Do not transport your pets much farther than they have safely traveled in the past without consulting your veterinarian.  To transport animals by air, you need an airline approved animal carrier.  A moving company can inform you of any state regulations for pet entry, vaccination or quarantine procedures.  Ask about regulations, licenses, tags, etc.  Also do not forget to obtain a copy of your pet’s medical records.

Keep detailed records—some moving expenses are tax deductible!

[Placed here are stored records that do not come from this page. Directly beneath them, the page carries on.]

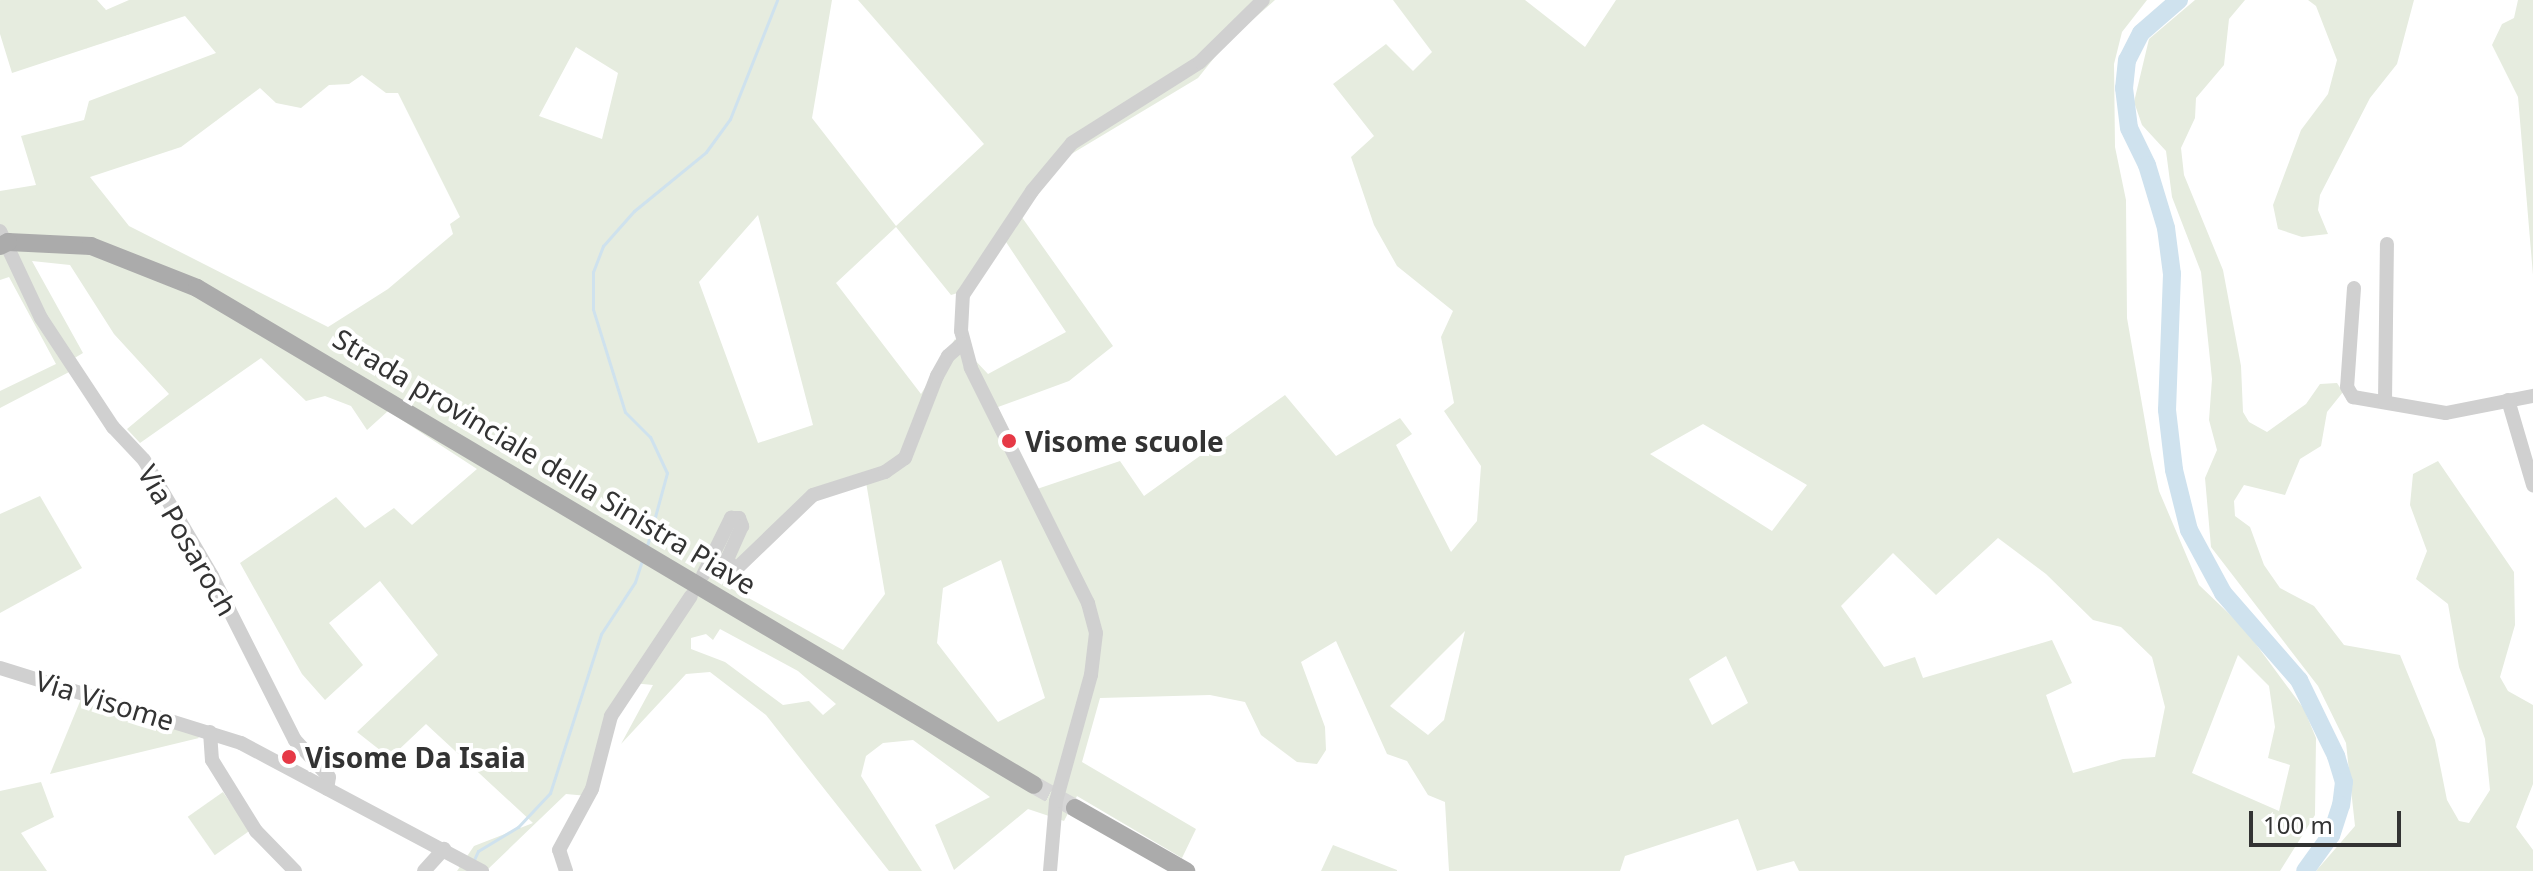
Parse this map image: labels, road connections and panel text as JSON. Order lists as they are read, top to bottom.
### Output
{
  "streets": {
    "main road": ["Strada provinciale della Sinistra Piave"],
    "street": ["Via Posaroch", "Via Visome"]
  },
  "crossings": [
    ["Strada provinciale della Sinistra Piave", "Via Posaroch"],
    ["Via Posaroch", "Via Visome"]
  ],
  "places": ["Visome scuole", "Visome Da Isaia"],
  "scale_bar": "100 m"
}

Keep detailed records of all moving expenses if your move  is job related.  Many expenses, including house hunting trips, are deductible.  Deductions are allowed for limited reasonable expenses incurred in moving in connection with taking a new job or moving to another location to work for the same employer, providing: the new place of employment and former residence are at least 35 miles further  than the distance from your former residence to the previous place of work, and you are a full-time employee and work at least 39 weeks during the 12 months following your arrival at the new place of work.  Reimbursement of your expenses by the employer must be included in gross income as compensation.

Note:  There is a ceiling on deductions which is outlined in detail in the Internal Revenue Service’s Publication 521, “Tax Information on Moving Expenses,” available free from IRS Offices.